Jadeveon Clowney has plenty of reasons to be frustrated about his start to the 2013 season. After a winding down camp by being challenged by head coach Steve Spurrier, Clowney was lacking in highlight film material in a Thursday night game against North Carolina. On Saturday the Gamecocks gave up 41 points to Georgia in a key SEC East match-up. After the game Clowney took some time to vent.

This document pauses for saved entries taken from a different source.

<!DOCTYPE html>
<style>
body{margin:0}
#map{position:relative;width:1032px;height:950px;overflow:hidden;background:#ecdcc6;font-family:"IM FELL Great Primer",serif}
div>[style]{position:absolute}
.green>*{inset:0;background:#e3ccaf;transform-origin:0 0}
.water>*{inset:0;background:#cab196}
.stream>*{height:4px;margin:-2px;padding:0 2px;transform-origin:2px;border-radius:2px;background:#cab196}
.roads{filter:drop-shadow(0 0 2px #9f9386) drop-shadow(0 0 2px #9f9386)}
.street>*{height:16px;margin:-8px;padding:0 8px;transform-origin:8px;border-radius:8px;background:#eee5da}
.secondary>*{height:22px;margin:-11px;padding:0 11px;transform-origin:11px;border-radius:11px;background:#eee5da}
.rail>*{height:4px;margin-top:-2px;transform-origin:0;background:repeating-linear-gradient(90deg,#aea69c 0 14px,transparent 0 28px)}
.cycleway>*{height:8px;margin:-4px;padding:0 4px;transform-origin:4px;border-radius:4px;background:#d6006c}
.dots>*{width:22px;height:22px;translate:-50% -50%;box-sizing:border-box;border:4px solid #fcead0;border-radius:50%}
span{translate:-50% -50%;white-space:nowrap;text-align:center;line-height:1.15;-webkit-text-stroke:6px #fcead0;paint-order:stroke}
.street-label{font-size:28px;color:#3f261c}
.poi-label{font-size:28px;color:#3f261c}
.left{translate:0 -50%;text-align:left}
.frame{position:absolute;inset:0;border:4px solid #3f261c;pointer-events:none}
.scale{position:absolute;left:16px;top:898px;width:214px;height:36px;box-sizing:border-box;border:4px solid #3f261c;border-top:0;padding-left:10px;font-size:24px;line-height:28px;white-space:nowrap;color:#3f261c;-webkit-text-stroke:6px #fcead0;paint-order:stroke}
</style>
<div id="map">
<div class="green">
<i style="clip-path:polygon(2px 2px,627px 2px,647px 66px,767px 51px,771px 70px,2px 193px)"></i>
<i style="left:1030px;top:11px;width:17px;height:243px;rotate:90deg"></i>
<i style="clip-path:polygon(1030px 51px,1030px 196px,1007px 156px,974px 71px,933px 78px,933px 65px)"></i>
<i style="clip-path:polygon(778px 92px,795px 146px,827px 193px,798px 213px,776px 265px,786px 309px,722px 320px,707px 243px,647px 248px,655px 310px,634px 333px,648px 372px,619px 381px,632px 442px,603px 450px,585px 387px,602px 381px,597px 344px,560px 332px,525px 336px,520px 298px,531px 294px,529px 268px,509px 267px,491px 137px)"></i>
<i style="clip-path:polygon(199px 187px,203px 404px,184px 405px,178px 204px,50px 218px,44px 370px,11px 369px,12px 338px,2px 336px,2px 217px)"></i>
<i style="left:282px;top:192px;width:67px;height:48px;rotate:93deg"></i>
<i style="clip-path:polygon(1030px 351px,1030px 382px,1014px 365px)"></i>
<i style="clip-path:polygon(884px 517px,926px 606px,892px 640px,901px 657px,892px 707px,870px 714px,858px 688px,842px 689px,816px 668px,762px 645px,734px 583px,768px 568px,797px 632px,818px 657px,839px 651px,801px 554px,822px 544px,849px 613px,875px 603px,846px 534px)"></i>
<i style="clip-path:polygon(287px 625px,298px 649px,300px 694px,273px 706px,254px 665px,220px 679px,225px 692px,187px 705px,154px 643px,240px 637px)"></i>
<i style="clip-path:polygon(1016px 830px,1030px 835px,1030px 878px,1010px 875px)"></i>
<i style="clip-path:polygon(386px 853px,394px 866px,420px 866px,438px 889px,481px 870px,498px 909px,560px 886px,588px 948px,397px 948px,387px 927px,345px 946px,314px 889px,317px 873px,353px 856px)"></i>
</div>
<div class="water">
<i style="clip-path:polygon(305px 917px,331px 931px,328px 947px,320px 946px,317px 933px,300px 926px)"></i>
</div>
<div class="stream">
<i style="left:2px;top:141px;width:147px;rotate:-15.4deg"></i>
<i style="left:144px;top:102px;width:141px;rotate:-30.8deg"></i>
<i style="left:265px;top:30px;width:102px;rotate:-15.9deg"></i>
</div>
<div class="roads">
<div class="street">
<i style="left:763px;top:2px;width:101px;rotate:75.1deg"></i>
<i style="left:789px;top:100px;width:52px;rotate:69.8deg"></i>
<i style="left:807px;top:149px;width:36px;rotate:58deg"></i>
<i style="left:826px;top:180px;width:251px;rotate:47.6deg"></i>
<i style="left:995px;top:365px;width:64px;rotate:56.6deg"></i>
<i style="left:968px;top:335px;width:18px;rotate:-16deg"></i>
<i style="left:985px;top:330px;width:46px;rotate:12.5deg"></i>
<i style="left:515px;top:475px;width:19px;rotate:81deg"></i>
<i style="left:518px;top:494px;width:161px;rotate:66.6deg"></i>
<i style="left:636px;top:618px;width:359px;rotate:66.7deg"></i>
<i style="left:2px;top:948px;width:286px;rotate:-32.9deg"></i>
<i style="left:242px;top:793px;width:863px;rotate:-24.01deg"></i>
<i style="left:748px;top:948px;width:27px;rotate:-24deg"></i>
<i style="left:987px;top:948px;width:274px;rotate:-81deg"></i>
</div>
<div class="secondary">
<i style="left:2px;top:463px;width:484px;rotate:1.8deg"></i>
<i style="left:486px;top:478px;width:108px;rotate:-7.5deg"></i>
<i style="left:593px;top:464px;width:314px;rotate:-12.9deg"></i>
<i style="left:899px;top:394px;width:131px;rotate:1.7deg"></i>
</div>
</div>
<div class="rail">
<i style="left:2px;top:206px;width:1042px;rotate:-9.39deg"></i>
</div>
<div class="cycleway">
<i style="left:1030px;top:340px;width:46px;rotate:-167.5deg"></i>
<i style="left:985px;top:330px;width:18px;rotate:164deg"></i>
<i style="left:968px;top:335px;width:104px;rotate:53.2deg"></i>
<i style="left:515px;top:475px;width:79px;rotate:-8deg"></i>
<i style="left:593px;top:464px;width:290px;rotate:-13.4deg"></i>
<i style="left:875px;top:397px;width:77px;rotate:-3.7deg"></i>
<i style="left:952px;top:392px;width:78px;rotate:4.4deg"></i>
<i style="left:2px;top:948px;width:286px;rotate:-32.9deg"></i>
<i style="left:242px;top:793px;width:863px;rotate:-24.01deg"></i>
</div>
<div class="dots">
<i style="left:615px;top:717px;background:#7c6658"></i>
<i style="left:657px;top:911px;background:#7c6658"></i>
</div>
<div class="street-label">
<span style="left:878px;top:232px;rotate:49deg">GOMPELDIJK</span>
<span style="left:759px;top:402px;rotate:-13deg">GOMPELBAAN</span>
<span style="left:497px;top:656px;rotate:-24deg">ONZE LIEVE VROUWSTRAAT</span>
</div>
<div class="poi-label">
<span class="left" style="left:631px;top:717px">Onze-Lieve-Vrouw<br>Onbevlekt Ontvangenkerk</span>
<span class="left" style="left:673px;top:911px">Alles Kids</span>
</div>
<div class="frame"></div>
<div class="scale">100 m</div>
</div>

Asked about his reaction following the loss to Georgia, Clowney said “Very frustrating. I told coach ‘man, you gotta put me somewhere else, in the middle, somewhere where I can make some plays,” according to Michael Haney of Columbia, South Carolina radio station 107.5 The Game. Clowney went on to admit Georgia managed to take him out of the game, by diverting the offense away from him as often as possible and adding extra blockers to keep him from breaking through in to the back field. At times Clowney broke through anyway, but the offensive game plan employed by the Bulldogs and North Carolina has had one constant; play away from Clowney.
From an offensive point of view, it makes total sense. Clowney is among the top defensive players in the game, so why would any offense want to try to challenge him directly? It makes zero sense. What offenses are doing is recognizing where Clowney is lining up and running plays that quickly move away from him on the opposite side of the field or are designed to get rid of the football after Clowney makes his move in to the backfield, freeing up space beyond his assignment.

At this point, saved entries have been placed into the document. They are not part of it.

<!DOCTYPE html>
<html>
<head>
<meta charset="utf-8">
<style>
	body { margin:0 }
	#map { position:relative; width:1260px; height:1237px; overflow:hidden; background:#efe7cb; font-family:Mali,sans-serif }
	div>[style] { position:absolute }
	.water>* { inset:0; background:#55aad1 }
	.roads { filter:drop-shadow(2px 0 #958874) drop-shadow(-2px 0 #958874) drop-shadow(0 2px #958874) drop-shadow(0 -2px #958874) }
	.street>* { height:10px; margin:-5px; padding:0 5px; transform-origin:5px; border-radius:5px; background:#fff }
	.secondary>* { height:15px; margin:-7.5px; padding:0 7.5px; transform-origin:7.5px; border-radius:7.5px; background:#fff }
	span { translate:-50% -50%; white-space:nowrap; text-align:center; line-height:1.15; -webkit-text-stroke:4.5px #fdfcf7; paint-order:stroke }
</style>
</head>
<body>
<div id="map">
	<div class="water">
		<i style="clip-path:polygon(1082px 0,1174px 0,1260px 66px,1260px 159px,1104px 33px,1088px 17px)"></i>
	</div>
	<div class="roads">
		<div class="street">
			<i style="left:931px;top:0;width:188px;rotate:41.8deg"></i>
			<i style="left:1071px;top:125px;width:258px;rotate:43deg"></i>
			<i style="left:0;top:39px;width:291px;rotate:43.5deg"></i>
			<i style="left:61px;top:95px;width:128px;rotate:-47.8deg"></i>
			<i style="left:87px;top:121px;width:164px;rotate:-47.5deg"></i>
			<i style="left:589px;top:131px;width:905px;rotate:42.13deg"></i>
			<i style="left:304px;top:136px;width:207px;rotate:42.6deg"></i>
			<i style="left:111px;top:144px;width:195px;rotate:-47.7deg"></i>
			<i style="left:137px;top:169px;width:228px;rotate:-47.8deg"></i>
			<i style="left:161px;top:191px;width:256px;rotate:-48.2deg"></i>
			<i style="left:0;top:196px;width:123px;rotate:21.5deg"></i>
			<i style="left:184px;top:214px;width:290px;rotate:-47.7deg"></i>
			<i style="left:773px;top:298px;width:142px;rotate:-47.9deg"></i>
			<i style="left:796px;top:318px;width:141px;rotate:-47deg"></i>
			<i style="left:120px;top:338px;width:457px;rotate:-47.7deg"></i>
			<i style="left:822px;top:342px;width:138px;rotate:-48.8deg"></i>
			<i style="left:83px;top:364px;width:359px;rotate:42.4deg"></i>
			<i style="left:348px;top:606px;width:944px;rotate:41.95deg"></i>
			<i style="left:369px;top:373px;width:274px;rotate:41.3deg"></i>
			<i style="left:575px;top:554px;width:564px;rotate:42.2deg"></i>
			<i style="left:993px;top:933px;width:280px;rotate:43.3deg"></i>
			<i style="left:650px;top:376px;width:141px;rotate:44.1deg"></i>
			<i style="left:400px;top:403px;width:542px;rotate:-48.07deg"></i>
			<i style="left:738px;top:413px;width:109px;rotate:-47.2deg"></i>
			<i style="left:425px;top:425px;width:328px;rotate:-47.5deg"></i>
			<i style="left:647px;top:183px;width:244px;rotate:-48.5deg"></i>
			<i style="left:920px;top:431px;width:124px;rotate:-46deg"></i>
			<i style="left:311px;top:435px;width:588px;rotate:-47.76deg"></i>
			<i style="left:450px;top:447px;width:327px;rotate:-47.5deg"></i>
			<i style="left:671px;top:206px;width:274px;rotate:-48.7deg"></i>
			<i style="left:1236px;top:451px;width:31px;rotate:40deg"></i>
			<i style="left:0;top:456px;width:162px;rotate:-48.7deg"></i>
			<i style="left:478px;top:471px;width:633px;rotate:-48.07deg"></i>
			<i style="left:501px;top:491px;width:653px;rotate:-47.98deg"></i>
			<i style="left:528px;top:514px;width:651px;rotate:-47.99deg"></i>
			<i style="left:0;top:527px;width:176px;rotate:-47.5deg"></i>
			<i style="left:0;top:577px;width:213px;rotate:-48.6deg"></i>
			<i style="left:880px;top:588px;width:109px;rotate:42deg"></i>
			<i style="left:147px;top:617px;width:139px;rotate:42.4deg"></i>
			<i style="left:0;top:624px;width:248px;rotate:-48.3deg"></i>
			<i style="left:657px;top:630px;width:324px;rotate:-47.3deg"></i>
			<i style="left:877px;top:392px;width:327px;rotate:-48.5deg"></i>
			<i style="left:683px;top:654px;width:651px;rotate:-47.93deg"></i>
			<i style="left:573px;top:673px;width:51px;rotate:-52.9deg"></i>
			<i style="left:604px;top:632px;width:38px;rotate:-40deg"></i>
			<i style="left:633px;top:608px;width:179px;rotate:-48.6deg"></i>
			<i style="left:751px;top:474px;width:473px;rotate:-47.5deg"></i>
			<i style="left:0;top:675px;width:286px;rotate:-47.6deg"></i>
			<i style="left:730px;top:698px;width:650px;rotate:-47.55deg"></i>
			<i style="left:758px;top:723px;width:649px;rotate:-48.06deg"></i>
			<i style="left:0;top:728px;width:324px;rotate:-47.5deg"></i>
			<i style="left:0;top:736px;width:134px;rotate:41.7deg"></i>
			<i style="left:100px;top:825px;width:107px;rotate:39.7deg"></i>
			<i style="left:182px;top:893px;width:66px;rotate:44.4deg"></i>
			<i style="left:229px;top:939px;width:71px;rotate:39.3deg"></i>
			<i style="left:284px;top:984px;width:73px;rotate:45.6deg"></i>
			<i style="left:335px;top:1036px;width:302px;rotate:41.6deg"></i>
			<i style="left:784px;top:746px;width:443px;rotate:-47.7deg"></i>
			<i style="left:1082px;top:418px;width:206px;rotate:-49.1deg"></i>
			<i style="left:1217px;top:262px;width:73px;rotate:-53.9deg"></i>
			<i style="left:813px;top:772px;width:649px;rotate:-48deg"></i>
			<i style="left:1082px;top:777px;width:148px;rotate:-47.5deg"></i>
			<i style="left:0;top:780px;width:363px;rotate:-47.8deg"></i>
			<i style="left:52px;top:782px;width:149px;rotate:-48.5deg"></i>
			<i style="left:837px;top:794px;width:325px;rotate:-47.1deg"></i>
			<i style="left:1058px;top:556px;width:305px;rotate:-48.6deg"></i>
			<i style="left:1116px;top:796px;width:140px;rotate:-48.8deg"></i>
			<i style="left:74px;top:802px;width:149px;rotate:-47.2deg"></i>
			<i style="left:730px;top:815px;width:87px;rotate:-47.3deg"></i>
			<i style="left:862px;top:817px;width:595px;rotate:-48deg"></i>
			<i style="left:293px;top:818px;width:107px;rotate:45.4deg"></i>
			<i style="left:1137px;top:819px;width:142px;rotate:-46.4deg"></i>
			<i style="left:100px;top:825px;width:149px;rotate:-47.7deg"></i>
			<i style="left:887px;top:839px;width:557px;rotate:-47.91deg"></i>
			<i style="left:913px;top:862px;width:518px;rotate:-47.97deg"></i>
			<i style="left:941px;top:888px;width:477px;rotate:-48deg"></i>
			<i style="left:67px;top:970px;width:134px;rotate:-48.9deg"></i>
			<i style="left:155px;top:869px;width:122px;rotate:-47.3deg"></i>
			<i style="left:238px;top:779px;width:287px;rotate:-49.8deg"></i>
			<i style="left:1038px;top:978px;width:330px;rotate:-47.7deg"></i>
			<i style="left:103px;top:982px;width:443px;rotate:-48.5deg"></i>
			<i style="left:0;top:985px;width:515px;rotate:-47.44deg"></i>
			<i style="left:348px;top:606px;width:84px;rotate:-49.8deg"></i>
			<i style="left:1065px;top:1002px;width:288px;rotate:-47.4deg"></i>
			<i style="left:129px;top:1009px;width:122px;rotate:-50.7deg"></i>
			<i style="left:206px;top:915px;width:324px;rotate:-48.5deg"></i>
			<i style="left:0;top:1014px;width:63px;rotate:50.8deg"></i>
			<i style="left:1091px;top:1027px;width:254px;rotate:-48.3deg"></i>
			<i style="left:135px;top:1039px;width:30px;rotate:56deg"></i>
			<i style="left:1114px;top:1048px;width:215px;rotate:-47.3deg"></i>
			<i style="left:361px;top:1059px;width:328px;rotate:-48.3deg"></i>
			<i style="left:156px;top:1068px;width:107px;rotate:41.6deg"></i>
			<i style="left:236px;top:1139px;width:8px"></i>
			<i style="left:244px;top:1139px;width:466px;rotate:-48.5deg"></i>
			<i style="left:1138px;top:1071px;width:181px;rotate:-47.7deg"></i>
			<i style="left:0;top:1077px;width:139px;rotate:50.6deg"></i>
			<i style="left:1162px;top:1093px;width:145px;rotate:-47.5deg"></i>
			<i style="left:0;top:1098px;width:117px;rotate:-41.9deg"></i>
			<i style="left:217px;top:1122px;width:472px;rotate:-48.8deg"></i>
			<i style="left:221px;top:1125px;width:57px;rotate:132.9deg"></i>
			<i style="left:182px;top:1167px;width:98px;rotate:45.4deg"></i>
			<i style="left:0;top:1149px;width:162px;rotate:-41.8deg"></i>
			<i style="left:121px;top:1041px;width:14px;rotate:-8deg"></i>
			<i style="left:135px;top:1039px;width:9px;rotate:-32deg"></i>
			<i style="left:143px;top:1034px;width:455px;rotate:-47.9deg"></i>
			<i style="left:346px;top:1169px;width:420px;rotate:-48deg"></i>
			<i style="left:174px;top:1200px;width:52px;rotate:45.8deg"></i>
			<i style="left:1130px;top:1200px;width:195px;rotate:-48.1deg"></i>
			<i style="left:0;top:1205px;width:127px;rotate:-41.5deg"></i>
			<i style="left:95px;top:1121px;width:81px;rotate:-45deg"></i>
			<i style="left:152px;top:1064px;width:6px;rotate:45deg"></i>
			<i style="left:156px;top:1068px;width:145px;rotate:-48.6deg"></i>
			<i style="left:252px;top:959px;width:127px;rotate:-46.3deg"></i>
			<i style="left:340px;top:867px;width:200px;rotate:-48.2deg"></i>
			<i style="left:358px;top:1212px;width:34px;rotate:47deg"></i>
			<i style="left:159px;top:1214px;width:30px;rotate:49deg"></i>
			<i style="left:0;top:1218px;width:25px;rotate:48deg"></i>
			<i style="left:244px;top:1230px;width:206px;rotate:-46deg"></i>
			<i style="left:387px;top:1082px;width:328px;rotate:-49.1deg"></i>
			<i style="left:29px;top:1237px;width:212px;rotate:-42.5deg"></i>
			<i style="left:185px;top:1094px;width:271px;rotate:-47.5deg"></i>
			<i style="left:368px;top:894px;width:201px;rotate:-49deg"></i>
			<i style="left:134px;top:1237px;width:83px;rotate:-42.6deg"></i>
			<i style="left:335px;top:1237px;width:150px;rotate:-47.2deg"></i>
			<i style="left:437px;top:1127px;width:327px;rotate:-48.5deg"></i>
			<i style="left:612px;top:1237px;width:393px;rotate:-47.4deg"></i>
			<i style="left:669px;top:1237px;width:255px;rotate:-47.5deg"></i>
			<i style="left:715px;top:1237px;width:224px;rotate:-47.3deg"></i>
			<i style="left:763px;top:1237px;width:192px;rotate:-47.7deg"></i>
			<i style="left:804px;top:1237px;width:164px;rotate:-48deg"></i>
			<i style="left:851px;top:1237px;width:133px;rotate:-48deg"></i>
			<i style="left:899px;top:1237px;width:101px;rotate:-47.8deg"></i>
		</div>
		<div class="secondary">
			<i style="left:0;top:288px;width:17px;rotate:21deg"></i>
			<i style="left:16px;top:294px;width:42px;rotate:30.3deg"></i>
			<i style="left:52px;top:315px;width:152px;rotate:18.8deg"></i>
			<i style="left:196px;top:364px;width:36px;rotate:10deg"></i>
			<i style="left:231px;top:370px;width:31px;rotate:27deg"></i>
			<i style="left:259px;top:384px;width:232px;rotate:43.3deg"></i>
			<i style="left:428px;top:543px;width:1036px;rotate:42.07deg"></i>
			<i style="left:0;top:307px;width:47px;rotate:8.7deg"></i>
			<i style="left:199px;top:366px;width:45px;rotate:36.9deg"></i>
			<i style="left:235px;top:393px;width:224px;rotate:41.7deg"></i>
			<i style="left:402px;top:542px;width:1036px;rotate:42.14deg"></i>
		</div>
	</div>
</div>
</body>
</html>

While Clowney may be lacking on the highlights fans are anticipating and starving for after watching his hit against Michigan on a near loop this entire offseason, he should also see how he is impacting the game. Scouts will surely notice this and take that in to consideration before the 2014 NFL Draft. Clowney will continue to have that sort of impact for the remainder of the season, and there will also be opportunities to break free regardless of what the opposing offense attempts to do.
Clowney will have some highlights before the year is done. It is just a matter of “when,” not “if.”